#### What to work on:
Search the records for the word "hidden" and copy each line in which it appears.

START Source data

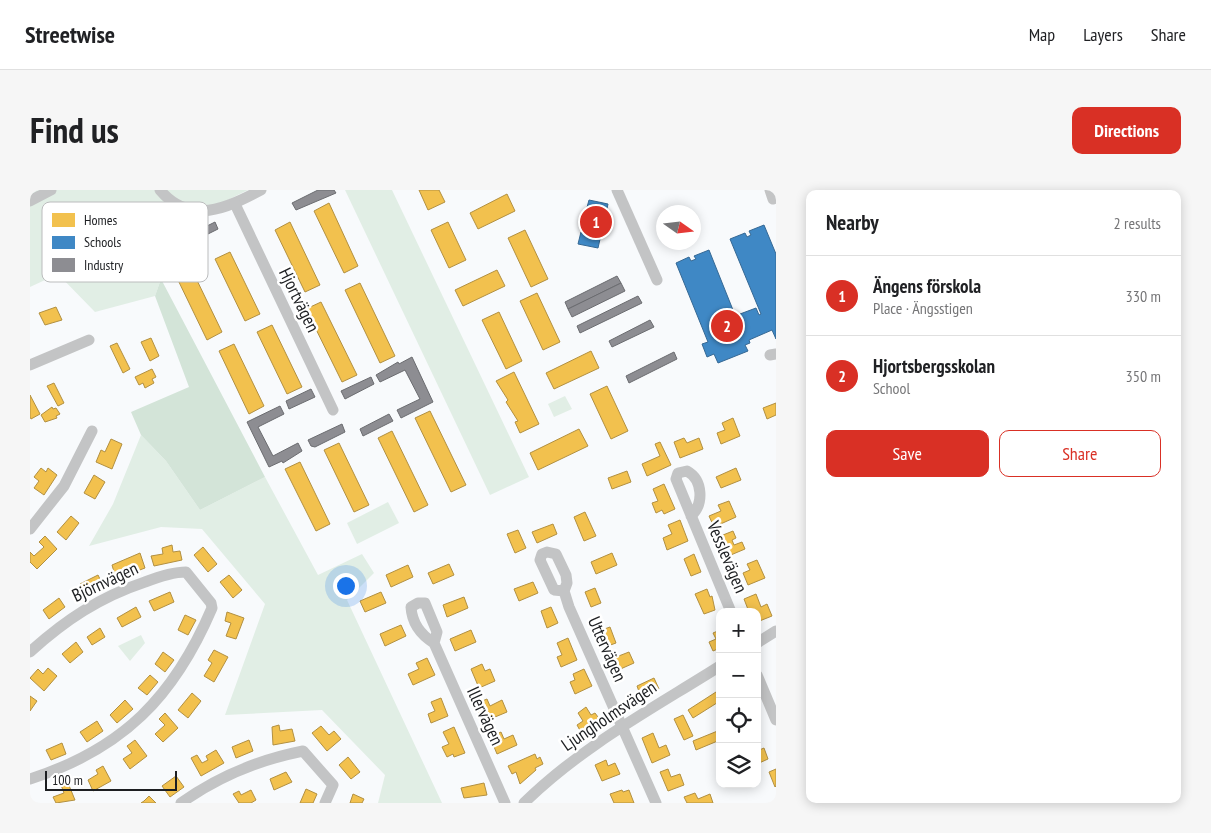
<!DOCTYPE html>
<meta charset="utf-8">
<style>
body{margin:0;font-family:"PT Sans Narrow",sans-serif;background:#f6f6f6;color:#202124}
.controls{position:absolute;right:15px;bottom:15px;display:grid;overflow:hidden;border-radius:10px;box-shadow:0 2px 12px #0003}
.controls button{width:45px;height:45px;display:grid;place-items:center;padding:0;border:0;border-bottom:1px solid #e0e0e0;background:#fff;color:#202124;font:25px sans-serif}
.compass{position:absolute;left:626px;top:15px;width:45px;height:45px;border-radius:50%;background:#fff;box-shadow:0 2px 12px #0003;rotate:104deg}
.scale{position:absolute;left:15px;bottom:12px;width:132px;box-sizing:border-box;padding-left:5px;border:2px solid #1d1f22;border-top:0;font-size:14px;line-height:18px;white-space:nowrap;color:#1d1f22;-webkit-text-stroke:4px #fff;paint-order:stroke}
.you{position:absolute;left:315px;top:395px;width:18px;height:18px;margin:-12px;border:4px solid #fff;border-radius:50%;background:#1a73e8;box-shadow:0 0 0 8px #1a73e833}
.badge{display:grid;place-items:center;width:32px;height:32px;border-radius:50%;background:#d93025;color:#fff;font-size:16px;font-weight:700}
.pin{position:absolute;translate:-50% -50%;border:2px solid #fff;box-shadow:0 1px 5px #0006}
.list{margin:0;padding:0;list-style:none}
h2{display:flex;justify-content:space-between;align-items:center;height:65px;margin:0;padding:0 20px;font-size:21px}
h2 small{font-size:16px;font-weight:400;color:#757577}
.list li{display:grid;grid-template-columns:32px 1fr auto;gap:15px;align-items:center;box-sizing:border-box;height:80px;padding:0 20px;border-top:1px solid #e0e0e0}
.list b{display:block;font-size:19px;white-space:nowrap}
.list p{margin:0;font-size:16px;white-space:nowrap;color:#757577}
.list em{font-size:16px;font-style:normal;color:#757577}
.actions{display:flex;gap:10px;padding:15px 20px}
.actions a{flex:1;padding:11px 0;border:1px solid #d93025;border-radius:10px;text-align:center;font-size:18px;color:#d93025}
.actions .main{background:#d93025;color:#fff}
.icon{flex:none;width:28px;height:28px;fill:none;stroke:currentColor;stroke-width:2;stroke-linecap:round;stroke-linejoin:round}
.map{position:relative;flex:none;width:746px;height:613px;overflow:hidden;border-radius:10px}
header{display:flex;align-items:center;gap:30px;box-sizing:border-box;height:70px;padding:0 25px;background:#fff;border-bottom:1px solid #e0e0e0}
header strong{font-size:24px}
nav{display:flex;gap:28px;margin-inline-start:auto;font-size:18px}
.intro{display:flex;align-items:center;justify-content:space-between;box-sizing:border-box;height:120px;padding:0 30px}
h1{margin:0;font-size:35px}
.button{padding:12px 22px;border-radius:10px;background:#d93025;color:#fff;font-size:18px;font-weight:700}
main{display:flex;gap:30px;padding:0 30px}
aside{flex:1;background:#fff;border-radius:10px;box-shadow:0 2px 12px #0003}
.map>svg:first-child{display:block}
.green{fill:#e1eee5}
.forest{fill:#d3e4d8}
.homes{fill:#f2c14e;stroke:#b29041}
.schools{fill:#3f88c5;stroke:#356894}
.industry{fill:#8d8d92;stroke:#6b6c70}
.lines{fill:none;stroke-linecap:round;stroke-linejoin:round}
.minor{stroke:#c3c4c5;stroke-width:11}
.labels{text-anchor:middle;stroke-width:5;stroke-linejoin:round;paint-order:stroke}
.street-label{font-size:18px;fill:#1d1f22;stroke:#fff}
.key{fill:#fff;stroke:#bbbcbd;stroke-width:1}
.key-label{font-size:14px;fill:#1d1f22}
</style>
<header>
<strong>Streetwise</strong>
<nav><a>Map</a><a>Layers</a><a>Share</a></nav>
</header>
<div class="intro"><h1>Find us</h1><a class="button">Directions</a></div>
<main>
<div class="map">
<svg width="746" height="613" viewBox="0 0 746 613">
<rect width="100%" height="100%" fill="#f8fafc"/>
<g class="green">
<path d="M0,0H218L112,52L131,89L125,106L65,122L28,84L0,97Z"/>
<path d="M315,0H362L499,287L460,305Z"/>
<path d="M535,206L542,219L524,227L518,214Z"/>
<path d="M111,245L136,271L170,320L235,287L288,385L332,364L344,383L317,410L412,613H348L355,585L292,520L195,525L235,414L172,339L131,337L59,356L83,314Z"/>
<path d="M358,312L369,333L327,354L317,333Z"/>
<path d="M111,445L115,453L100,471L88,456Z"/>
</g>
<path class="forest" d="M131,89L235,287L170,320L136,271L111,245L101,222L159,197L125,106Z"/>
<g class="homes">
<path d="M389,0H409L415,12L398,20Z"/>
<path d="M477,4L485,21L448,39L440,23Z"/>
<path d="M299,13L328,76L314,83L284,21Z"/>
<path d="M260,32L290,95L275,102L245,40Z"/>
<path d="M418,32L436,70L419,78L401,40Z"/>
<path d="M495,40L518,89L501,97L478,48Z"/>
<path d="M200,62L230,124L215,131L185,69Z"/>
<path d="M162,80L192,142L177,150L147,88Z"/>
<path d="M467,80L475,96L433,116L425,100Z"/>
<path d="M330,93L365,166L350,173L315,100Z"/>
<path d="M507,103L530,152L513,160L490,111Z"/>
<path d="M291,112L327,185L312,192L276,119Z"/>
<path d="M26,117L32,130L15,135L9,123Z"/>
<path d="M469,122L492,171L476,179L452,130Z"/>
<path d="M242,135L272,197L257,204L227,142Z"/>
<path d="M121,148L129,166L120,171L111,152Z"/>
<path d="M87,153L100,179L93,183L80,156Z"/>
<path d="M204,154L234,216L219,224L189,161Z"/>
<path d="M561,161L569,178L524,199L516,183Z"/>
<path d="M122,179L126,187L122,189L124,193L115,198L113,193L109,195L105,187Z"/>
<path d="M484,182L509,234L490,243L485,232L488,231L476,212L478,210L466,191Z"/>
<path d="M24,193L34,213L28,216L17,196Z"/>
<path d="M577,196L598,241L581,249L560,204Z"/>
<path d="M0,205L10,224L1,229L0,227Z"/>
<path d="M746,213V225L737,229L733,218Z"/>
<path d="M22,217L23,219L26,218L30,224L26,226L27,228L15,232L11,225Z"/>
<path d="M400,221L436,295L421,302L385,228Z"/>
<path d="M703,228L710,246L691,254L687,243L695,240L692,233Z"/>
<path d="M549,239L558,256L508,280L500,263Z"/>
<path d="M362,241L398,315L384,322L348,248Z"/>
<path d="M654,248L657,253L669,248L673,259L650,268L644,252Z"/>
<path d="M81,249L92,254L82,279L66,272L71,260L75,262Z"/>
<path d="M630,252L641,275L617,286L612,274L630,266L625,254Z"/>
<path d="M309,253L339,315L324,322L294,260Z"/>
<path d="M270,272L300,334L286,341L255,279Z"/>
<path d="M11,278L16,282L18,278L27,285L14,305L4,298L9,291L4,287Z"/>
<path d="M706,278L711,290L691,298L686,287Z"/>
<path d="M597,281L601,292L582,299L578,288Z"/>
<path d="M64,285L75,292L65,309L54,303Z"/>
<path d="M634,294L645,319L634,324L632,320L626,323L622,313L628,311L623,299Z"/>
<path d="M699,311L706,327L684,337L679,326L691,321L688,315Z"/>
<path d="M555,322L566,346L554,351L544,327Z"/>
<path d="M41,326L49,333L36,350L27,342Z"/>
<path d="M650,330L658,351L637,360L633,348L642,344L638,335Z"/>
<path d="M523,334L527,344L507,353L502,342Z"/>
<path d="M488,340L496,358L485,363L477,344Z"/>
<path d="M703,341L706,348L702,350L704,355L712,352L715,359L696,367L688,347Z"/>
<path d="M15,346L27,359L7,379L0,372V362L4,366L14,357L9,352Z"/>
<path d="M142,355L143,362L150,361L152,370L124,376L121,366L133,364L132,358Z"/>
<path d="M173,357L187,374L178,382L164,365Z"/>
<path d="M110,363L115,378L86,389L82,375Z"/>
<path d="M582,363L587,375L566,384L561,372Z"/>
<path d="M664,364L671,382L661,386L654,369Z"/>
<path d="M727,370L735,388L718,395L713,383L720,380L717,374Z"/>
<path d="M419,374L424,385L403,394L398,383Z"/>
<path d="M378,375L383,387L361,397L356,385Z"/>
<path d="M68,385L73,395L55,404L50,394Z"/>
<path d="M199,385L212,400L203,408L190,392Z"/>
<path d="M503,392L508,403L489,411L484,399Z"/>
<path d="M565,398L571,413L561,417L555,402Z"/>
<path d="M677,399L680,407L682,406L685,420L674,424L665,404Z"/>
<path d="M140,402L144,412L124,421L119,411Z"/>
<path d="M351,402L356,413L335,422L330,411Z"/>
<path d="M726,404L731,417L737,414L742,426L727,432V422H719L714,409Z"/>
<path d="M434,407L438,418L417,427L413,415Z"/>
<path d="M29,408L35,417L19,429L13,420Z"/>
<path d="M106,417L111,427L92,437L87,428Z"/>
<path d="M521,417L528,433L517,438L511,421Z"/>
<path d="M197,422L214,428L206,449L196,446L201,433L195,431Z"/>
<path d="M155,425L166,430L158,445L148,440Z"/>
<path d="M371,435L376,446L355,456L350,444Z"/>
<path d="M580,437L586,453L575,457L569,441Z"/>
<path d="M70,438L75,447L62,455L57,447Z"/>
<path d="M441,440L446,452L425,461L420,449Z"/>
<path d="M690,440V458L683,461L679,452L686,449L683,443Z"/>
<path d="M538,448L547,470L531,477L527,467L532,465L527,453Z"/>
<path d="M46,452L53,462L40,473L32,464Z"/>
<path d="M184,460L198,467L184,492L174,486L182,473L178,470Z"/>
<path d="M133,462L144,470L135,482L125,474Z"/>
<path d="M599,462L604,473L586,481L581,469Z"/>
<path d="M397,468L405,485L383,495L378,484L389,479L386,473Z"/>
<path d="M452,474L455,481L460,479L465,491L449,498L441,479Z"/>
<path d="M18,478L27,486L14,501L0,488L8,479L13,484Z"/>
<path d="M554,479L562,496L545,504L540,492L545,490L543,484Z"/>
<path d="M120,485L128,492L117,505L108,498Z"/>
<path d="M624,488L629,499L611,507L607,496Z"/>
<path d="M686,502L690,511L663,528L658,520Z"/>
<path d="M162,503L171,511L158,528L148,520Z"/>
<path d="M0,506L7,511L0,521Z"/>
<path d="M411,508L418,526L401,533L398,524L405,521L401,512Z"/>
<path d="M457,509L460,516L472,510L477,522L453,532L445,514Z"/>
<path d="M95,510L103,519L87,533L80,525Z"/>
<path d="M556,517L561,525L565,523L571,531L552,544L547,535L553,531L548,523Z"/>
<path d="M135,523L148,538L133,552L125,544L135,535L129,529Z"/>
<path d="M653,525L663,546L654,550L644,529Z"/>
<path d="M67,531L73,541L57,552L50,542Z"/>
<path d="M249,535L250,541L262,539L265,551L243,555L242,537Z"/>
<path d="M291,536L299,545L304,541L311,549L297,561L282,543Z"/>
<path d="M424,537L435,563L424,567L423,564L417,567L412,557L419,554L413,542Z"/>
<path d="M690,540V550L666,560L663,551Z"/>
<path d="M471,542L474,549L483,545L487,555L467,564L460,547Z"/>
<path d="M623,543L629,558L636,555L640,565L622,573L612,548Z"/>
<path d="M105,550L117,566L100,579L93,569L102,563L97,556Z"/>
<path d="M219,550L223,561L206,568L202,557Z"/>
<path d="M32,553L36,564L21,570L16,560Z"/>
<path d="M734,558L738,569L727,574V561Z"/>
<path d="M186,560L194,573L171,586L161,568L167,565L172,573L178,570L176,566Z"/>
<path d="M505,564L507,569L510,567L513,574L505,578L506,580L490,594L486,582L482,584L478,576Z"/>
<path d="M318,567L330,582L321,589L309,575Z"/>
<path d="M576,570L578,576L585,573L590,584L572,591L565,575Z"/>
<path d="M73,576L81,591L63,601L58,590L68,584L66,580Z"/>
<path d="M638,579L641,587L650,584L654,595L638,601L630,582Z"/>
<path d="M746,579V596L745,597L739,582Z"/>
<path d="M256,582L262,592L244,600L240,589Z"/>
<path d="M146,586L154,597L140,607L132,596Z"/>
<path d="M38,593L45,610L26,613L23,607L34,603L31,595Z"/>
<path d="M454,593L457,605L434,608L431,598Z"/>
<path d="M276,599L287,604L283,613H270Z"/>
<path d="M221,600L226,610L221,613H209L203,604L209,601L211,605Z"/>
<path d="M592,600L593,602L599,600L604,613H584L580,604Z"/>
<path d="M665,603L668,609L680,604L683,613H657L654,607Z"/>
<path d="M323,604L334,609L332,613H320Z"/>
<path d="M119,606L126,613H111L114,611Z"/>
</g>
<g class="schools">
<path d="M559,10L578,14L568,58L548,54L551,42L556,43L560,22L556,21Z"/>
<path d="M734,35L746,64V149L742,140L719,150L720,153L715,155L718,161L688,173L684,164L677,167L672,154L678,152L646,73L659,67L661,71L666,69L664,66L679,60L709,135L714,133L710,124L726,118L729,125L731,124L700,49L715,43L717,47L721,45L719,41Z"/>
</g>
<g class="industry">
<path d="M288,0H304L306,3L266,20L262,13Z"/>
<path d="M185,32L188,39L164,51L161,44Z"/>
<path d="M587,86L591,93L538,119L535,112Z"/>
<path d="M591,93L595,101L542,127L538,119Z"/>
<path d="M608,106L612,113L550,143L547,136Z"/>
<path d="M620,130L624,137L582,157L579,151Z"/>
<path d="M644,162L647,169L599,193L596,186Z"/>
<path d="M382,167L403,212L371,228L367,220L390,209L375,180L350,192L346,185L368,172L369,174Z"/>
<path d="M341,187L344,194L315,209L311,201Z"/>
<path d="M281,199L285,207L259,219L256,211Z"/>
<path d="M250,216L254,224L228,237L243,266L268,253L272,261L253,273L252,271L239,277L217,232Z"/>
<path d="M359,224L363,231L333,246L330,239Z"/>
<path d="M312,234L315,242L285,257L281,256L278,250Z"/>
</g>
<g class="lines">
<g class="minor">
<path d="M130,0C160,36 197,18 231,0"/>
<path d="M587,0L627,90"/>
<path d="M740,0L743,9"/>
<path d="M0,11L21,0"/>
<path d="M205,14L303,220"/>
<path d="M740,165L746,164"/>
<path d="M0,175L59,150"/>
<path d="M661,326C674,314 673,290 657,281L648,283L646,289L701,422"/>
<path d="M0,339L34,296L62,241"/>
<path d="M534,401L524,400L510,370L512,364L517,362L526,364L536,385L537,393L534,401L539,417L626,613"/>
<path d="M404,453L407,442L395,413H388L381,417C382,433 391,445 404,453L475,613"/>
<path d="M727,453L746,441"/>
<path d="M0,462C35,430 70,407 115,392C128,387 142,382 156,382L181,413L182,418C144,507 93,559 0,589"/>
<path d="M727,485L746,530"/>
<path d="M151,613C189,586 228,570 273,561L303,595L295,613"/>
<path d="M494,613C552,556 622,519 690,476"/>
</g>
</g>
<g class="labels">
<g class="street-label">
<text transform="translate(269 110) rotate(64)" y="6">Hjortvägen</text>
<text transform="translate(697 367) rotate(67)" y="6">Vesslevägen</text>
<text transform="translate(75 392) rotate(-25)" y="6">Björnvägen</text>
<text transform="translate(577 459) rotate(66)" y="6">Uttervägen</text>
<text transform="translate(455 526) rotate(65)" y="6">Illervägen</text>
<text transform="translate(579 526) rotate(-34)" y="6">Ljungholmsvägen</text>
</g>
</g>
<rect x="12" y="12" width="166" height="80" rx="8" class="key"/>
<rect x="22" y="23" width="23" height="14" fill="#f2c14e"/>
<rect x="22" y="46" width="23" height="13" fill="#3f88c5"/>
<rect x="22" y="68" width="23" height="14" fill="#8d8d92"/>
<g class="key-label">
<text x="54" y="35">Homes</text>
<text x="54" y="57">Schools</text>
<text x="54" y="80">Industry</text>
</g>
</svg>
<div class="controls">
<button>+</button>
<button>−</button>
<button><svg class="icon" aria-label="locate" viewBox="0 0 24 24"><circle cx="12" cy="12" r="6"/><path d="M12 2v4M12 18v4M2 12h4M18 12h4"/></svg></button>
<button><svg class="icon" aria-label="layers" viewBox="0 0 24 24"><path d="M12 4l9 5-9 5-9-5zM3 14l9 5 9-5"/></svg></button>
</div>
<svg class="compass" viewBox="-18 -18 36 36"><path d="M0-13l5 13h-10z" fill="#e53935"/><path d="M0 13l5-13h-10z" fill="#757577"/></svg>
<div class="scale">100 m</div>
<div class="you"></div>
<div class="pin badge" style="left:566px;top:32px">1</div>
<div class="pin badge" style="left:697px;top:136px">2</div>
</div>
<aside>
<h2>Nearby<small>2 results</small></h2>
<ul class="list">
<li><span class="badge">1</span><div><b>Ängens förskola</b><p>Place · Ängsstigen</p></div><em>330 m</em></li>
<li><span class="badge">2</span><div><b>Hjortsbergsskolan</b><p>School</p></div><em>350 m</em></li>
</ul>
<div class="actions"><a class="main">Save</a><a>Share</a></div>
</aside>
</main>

END Source data

#### Written response:
.controls{position:absolute;right:15px;bottom:15px;display:grid;overflow:hidden;border-radius:10px;box-shadow:0 2px 12px #0003}
.map{position:relative;flex:none;width:746px;height:613px;overflow:hidden;border-radius:10px}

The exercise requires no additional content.